There are no particular challenges about defining categories in an intuitionistic logic/type theory. Some results are not constructively valid and thus don't hold, or they motivate some modifications to allow them to hold. One major one is the characterization of equivalence of categories as a full, faithful, and essentially surjective functor. To show that this is equivalent to the definition in terms of a unit and counit requires the Axiom of Choice and so isn't constructively valid. One solution is instead of talking about functors, you can talk about anafunctors. There are reasons to do this even in classical mathematics. That said, in my experience, constructive definitions of categories don't usually use anafunctors, and they just don't particularly care about full, faithful, and essentially surjective functors.

To your main question, I think what Rydeheard and Burstall mean is simply that you'd like to define a notion of product-in-a-category, say, and then be able to apply it to a category of categories to get the notion of a product category. The problem is a definition of product in a $\mathcal U_1$-category won't apply to the category of $\mathcal U_1$-categories which is a $\mathcal U_2$-category.

Forming a "true" "category of all categories" seems like it will lead to inconsistency pretty quickly. In a traditional set theory, you could define a class of all categories and give it some categorical structure via class functions, but it would be a different thing than the sets it classifies. It's also somewhat awkward to formulate definitions entirely as predicates. Regardless, the upshot is that you end up with two (or more) definitions of concepts: one for "class-level" notions and one for set-level notions. This is more or less the problem Rydeheard and Burstall wanted to avoid.

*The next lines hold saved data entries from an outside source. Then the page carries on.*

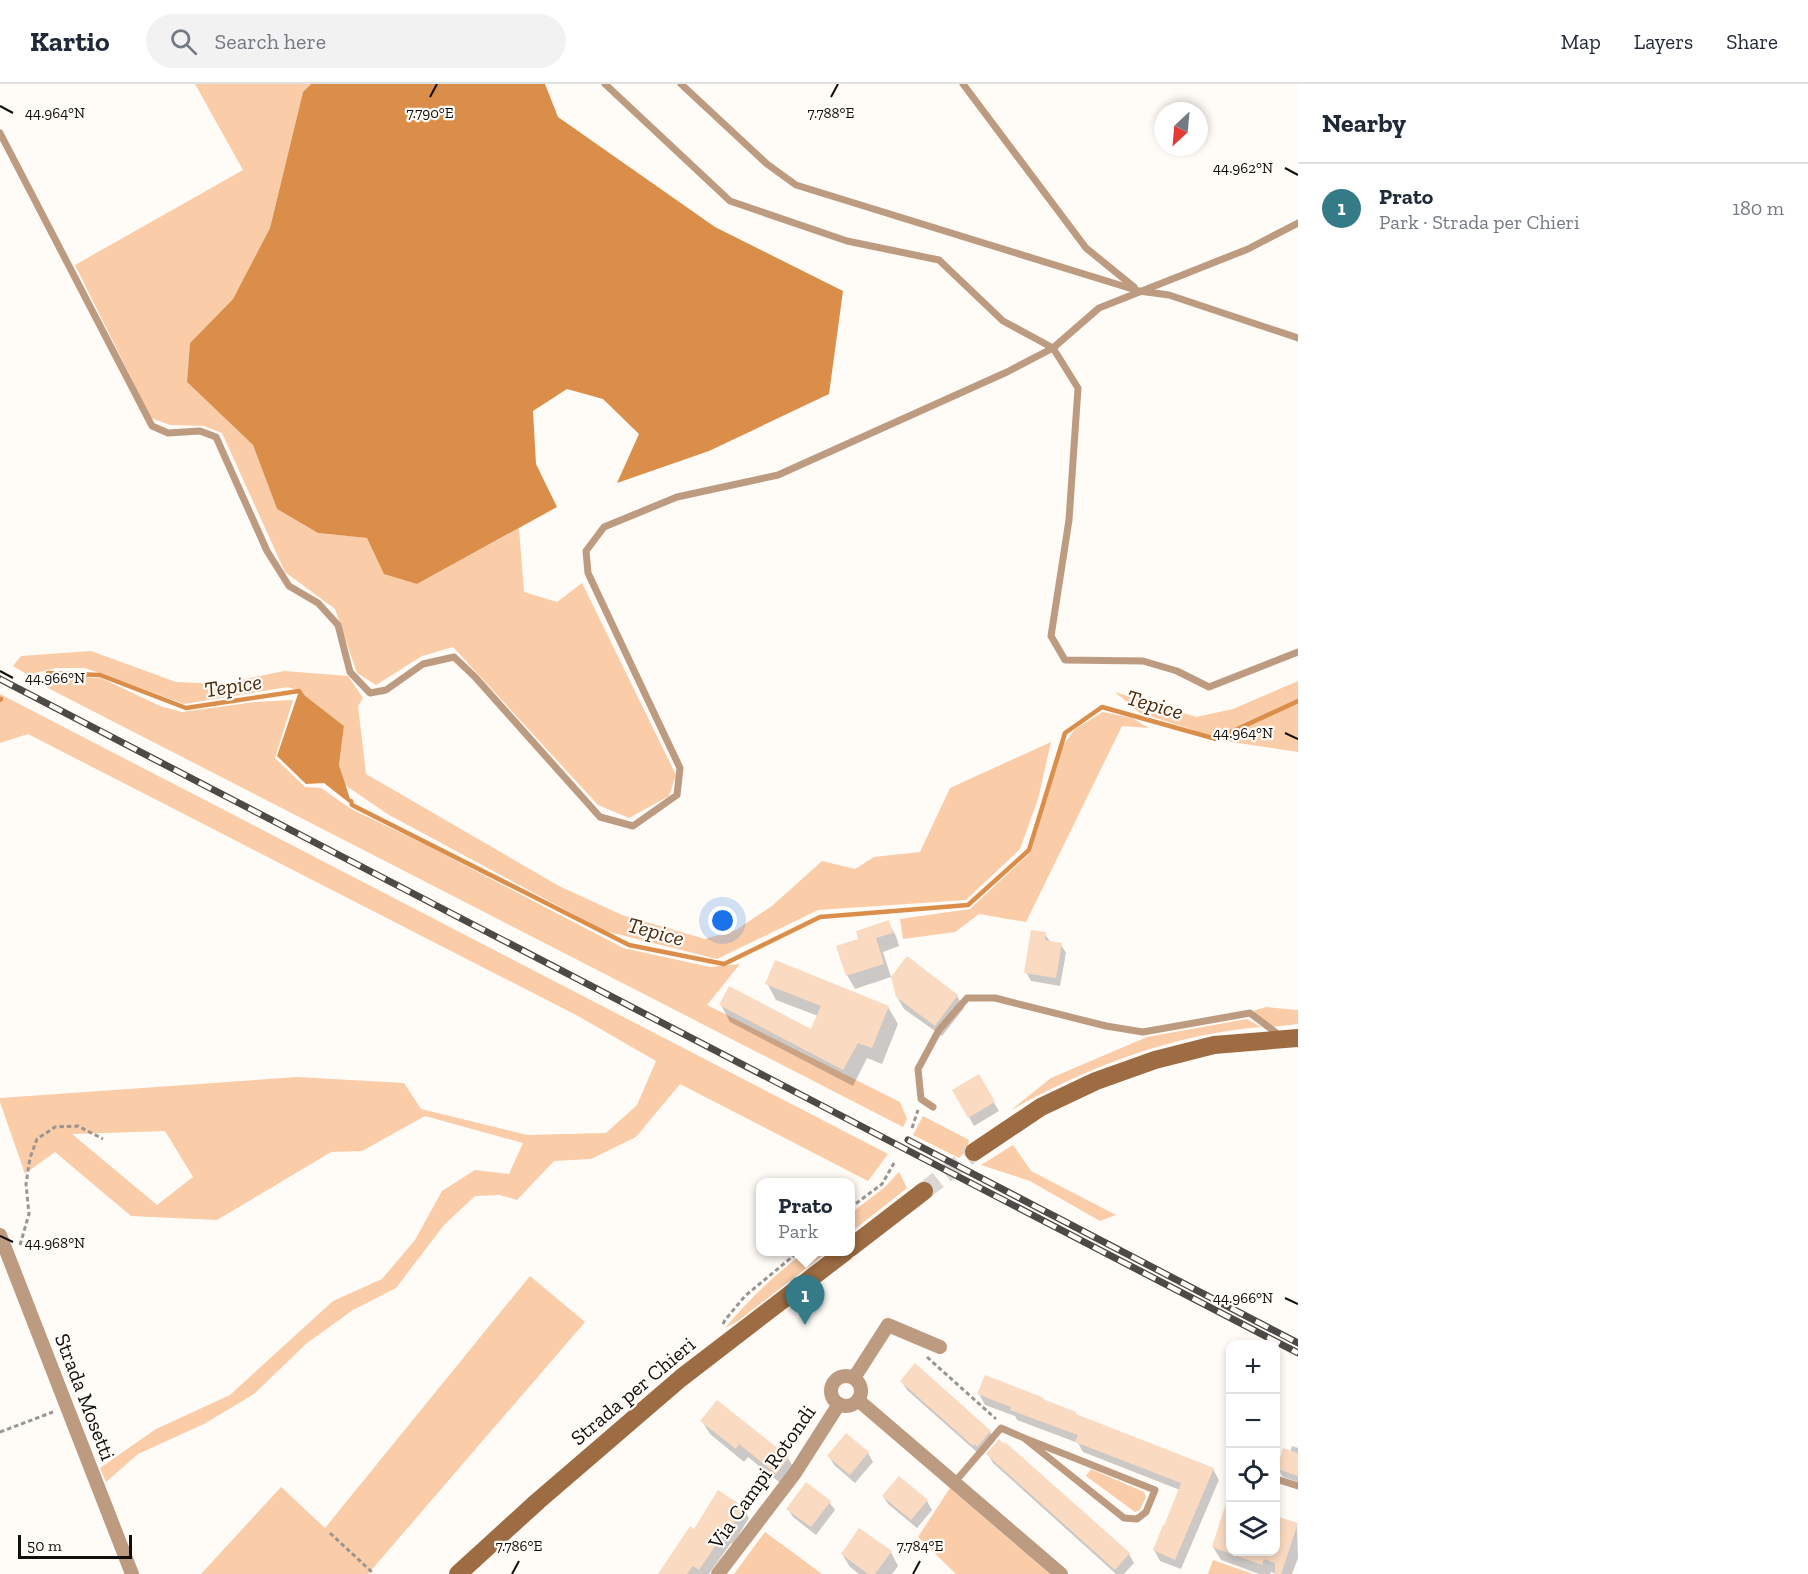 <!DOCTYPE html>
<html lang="en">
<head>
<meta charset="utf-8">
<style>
	:root { --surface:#fff; --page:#f2f2f3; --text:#1f2937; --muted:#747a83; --line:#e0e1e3; --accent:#357b87 }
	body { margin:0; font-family:"Zilla Slab",serif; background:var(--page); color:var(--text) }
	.controls { position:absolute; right:18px; bottom:18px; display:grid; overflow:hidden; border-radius:12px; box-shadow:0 3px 9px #0003 }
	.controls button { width:54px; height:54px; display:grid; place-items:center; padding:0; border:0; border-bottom:2px solid var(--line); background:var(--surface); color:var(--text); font:30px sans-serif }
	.compass { position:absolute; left:1154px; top:18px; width:54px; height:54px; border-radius:50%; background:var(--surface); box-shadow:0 3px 9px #0003; rotate:206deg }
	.scale { position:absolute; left:18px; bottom:15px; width:114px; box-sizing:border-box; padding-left:6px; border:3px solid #110e0b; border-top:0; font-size:16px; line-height:21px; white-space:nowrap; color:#110e0b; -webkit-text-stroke:4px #fffbf7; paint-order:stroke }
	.you { position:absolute; left:723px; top:837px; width:21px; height:21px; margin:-15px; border:4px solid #fff; border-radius:50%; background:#1a73e8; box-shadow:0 0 0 9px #1a73e833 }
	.badge { display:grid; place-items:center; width:39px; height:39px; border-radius:50%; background:var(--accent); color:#fff; font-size:20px; font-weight:700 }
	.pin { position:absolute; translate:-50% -50px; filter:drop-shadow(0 2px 3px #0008) }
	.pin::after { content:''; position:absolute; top:32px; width:21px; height:18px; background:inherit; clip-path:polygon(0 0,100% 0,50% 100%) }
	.popup { position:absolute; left:756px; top:1094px; width:99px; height:78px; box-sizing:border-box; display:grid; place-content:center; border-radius:12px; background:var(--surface); filter:drop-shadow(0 2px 4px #0005); font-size:20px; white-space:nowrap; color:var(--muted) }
	.popup b { font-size:22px; color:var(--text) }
	.popup::after { content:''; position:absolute; left:50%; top:100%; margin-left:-12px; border:12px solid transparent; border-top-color:var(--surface) }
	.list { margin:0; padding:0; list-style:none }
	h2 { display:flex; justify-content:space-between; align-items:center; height:78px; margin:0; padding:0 24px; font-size:26px }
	h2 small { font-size:20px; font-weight:400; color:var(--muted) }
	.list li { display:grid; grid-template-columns:39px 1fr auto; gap:18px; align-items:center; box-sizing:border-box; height:90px; padding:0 24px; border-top:2px solid var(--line) }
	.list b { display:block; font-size:22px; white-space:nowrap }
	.list p { margin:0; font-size:20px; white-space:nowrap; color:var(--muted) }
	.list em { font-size:20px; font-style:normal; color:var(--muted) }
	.icon { flex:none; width:33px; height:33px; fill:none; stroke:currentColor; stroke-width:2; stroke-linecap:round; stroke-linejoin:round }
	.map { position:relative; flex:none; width:1298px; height:1490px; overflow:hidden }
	header { display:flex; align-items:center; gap:36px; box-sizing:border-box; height:84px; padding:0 30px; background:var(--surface); border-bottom:2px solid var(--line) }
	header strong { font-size:28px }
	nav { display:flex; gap:33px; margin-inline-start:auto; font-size:21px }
	.search { width:420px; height:54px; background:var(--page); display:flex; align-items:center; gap:15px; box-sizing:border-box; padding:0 21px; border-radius:33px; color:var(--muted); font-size:22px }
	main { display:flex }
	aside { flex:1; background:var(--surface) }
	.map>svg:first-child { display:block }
	.green { fill:#facca7; fill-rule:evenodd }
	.water { fill:#da8e4a }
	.shadow { fill:#0003 }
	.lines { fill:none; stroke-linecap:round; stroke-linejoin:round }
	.stream { stroke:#da8e4a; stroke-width:4.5 }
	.building { fill:#fadac0 }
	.secondary-tunnel { stroke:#dbd7d4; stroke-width:18; stroke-dasharray:18 9; stroke-linecap:butt }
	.path { stroke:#999592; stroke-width:3; stroke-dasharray:4.5 3; stroke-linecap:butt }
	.lane { stroke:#bd9b80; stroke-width:7 }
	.street { stroke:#bd9b80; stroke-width:14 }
	.secondary { stroke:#9d6c42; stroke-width:18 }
	.rail-casing { stroke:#4d4946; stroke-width:7 }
	.rail { stroke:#fffbf7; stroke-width:4.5; stroke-dasharray:14; stroke-linecap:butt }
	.ticks { fill:none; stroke:#110e0b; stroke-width:2 }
	.labels { text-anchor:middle; stroke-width:4.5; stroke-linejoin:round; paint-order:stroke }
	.street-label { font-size:21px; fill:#110e0b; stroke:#fffbf7 }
	.water-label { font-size:22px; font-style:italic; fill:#4b2c0f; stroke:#fffbf7 }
	.ticks-label { font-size:15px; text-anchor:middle; fill:#110e0b; stroke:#fffbf7; stroke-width:4.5; stroke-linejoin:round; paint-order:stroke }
</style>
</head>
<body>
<header>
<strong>Kartio</strong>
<div class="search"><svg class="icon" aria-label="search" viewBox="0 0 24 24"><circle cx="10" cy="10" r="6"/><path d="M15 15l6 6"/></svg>Search here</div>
<nav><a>Map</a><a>Layers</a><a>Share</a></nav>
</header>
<main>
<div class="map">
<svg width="1298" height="1490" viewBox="0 0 1298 1490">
	<rect width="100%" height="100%" fill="#fffbf7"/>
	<g class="green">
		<polygon points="195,0 311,0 303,8 270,144 233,215 190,259 187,298 253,361 277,425 318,449 367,454 417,500 519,444 524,508 557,518 582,499 676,691 669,712 629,734 598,721 453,563 422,572 376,601 357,589 335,525 285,488 222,349 204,342 170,341 151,334 75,181 243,86"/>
		<polygon points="91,567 176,598 222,600 284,587 348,592 363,614 358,622 366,690 559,802 622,831 705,855 736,846 772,822 822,777 855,785 874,773 920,768 950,704 1051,658 1038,715 1020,765 966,816 818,826 717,875 605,847 389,731 345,701 339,681 344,642 299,607 288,603 184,620 85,584 56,584 28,591 13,582 21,572"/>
		<polygon points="63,592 101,594 160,622 182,628 255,618 293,616 275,674 305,703 321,704 351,725 428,762 623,864 710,883 740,880 707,921 900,1018 907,1035 903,1043 46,603"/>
		<polygon points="1298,597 1298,668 1231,658 1140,629 1115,608 1196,633 1233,625"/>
		<path d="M0,610L888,1070L868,1097L680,1000L636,1053L591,1075L554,1077L517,1116L500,1111L475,1112L444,1141L396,1204L353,1226L307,1259L254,1310L204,1340L138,1370L106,1398L100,1384L156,1345L230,1311L333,1217L382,1195L415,1156L442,1107L475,1086L509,1090L523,1059L425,1032L362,1067L331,1068L217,1136L131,1132L55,1068L30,1086V1082L25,1090L0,1018V1014L297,993L404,999L421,1025L527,1051L606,1049L637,1021L656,977L578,932L28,650L0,659ZM165,1047L193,1093L157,1121L72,1050Z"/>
		<polygon points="1103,628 1132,634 1149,644 1122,642 1026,838 979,830 955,848 903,855 900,835 970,825 1031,768 1062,663 1075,645"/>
		<polygon points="1266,923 1298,926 1298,940 1271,943 1253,927"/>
		<path d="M1247,935L1261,943C1173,950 1088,983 1011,1026L1051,994L1147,953Z"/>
		<polygon points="923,1032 969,1056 967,1066 959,1074 913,1051"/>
		<polygon points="1013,1061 1031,1087 1116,1131 1100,1137 1030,1097 981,1081"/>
		<polygon points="899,1088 907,1104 850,1149 850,1130 885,1103"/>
		<path d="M804,1168H827L738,1237L725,1244C749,1215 775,1191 804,1168Z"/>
		<polygon points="530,1192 585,1238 368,1490 201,1490 281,1403 325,1444"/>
		<polygon points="1091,1385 1144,1408 1146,1413 1140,1426 1135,1428 1086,1392"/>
		<polygon points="950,1404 1050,1490 956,1490 918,1453"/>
		<polygon points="765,1448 822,1490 734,1490"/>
		<polygon points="1213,1476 1253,1490 1208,1490"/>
	</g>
	<g class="water">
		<polygon points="311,0 545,0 558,33 715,143 843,207 829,310 709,367 617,399 639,350 603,315 567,305 533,327 536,380 557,423 417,500 384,490 367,454 318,449 277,425 253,361 187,298 190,259 233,215 270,144 303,8"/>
		<polygon points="299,607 344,642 339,681 352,721 324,699 306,700 277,672"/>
	</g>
	<g class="shadow">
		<polygon points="888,838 896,852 899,862 883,868 891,893 855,905 847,891 860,856"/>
		<polygon points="1045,850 1051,859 1061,861 1066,869 1060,902 1031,897 1026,888"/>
		<polygon points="767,899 888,923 898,940 882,980 867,974 853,1002 730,938 721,921 812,947 818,932 776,916"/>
		<polygon points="957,912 964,924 942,952 904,925 897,913"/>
		<polygon points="978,992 999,1027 974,1042 954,1006"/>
		<polygon points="902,1298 990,1348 995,1357 983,1371 980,1368 979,1370 907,1306"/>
		<polygon points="979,1310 1044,1317 1077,1332 1213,1385 1219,1396 1181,1485 1160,1477 1154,1466 1180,1406 1083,1368 1078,1359 1017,1336 1015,1332 985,1321"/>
		<polygon points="717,1318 788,1374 796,1388 784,1402 748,1373 744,1378 710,1350 702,1337"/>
		<polygon points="1292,1362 1298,1364 1298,1398 1283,1393 1278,1385 1290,1368"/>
		<polygon points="868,1369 873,1378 855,1399 834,1381 829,1372"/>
		<polygon points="988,1370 1129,1470 1134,1479 1124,1490 1116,1490 993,1379"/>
		<polygon points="899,1394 927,1417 932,1426 917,1444 888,1420 883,1412"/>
		<polygon points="829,1418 835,1426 816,1451 793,1433 788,1425"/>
		<polygon points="743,1424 749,1434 733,1460 731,1459 709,1490 660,1490 694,1447"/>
		<polygon points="1226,1424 1230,1425 1230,1468 1276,1468 1276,1440 1297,1440 1298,1474 1292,1490 1277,1490 1271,1488 1270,1490 1259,1490 1221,1476 1213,1463"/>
		<polygon points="891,1468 898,1482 892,1490 859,1490 850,1483 842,1470"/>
	</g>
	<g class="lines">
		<g class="stream">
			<polyline points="48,589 100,591 186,624 299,607 302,612"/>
			<polyline points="0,616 1,615"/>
			<polyline points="351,717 352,721 629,861 724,880 820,833 968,821 1029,766 1065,649 1102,623 1216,655 1298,617"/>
		</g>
	</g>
	<g class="building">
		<polygon points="889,836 893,849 876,854 884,880 846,892 836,862 858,855 856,847"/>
		<polygon points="1031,846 1046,848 1045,856 1062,859 1056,894 1024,889"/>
		<polygon points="907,872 958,911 935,942 896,913 891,893"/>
		<polygon points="775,876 889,922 872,964 858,959 843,986 719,921 729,902 811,945 821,922 765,900"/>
		<polygon points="979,990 995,1018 968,1034 952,1006"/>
		<polygon points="915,1279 991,1347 977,1363 975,1360 973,1362 900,1297"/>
		<polygon points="985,1291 1044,1314 1043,1315 1076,1328 1076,1330 1214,1384 1175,1476 1153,1466 1163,1441 1164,1442 1181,1399 1075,1358 1078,1351 1010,1326 1011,1323 977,1310"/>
		<polygon points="717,1316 789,1373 776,1390 739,1360 736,1365 700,1337"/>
		<polygon points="846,1349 869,1368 850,1391 827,1372"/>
		<polygon points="999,1355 1004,1360 1005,1358 1130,1469 1115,1486 986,1370"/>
		<polygon points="1283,1364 1298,1369 1298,1392 1277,1385"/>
		<polygon points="899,1392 928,1416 911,1436 882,1412"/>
		<polygon points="806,1398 831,1417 811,1443 786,1425"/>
		<polygon points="718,1406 744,1423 726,1451 724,1449 699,1486 693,1482 687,1490 658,1490 690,1442 694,1445"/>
		<polygon points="1228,1413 1230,1414 1230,1467 1275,1467 1275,1442 1279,1433 1298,1439 1281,1490 1275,1490 1275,1479 1264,1475 1262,1481 1212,1463"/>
		<polygon points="859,1444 892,1467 875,1490 868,1490 841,1470"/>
	</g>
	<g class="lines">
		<polyline class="secondary-tunnel" points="924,1107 974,1068"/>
		<g class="path">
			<polyline points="912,1044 918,1026"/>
			<polyline points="850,1124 882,1100 894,1079"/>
			<polyline points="20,1161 29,1130 26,1100 30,1074 37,1055 55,1043 78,1042 103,1055"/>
			<polyline points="723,1240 725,1236 745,1212 798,1168"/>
			<polyline points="927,1273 996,1335"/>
			<polyline points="0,1348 53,1328"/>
			<polyline points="330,1449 374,1490"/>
		</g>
		<g class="lane">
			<polyline points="605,0 730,117 847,157 939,176 1003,237 1053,264 1078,304 1069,436 1051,552 1065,576 1143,577 1177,587 1209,603 1298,568"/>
			<polyline points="681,0 767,80 796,101 1139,207 1169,211 1298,254"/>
			<polyline points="963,0 1086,164 1134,203"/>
			<polyline points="0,49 152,342 168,349 200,347 216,353 267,467 289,502 318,519 338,541 350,588 370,609 386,606 423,580 454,573 475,593 600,733 633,742 677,711 680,684 588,489 586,467 604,443 677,413 778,391 1007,288 1053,264 1099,224 1248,165 1298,139"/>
			<polyline points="933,1023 921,1015 918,985 939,946 967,914 995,914 1106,942 1143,948 1250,929 1279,951"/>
			<polyline points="1276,1395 1298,1402"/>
			<polyline points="954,1399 1001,1344 1024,1354 1124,1434 1137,1435 1146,1428 1155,1406 1024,1354"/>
		</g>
		<g class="street">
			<polyline points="0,1151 132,1490"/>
			<circle cx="846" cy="1307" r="15"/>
			<polyline points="854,1294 888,1241 940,1263"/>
			<polyline points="858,1316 1061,1490"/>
			<polyline points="718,1490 795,1389 839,1320"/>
		</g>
		<g class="secondary">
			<polyline points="974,1068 1041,1023 1096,997 1155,976 1214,961 1298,954"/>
			<polyline points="850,1164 924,1107"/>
			<polyline points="458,1490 538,1417 681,1294 845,1168"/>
		</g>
		<g class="rail-casing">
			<g id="rail">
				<polyline points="0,595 1298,1269"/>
				<polyline points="908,1056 1298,1259"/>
			</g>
		</g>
		<use href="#rail" class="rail"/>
	</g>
	<path class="ticks" d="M430,13L437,0M831,13L838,0M0,22L13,29M1285,84L1298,91M0,587L13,594M1285,649L1298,655M0,1152L13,1158M1285,1214L1298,1220M512,1490L519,1477M913,1490L920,1477"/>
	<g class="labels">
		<g class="street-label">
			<text transform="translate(633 1307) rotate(-40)" y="7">Strada per Chieri</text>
			<text transform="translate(85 1313) rotate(69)" y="7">Strada Mosetti</text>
			<text transform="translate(762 1393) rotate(-55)" y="7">Via Campi Rotondi</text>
		</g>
		<g class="water-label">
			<text transform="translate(233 601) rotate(-9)" y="8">Tepice</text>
			<text transform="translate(1155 620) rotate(16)" y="8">Tepice</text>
			<text transform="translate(656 847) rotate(15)" y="8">Tepice</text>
		</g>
	</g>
	<g class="ticks-label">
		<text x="831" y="34">7.788°E</text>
		<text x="430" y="34">7.790°E</text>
		<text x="55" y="34">44.964°N</text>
		<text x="1243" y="89">44.962°N</text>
		<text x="55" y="599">44.966°N</text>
		<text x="1243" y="654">44.964°N</text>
		<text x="55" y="1164">44.968°N</text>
		<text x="1243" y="1219">44.966°N</text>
		<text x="519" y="1467">7.786°E</text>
		<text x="920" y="1467">7.784°E</text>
	</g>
</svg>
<div class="controls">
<button>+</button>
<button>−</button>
<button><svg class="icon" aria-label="locate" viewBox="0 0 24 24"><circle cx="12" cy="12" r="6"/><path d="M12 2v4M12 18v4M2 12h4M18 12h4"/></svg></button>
<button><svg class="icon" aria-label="layers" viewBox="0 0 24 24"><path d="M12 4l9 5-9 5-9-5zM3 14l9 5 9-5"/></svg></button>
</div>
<svg class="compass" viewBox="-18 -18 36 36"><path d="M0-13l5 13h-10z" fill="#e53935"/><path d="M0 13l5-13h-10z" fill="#747a83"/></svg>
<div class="scale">50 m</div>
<div class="you"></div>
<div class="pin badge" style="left:805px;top:1241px">1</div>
<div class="popup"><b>Prato</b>Park</div>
</div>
<aside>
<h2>Nearby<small></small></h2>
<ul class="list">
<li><span class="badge">1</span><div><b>Prato</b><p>Park · Strada per Chieri</p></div><em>180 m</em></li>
</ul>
</aside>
</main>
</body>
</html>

The typical solution for this in set theory is to assume the existence of Grothendieck universes, which do produce this stratification, but then you can at least parameterize definitions by universes. For type theory, the solution is the same. Type theoretic universes serve much the same purpose as Grothendieck universes, and the way to resolve Rydeheard and Burstall's issue is to support universe polymorphism which modern implementations of intuitionistic type theory, such as Agda, do. It's still possible to run into situations where you need superuniverses, but this won't come up for the vast majority of what people want to do with categories. (One place it can come up is when you try to formalize certain $\infty$-categories.)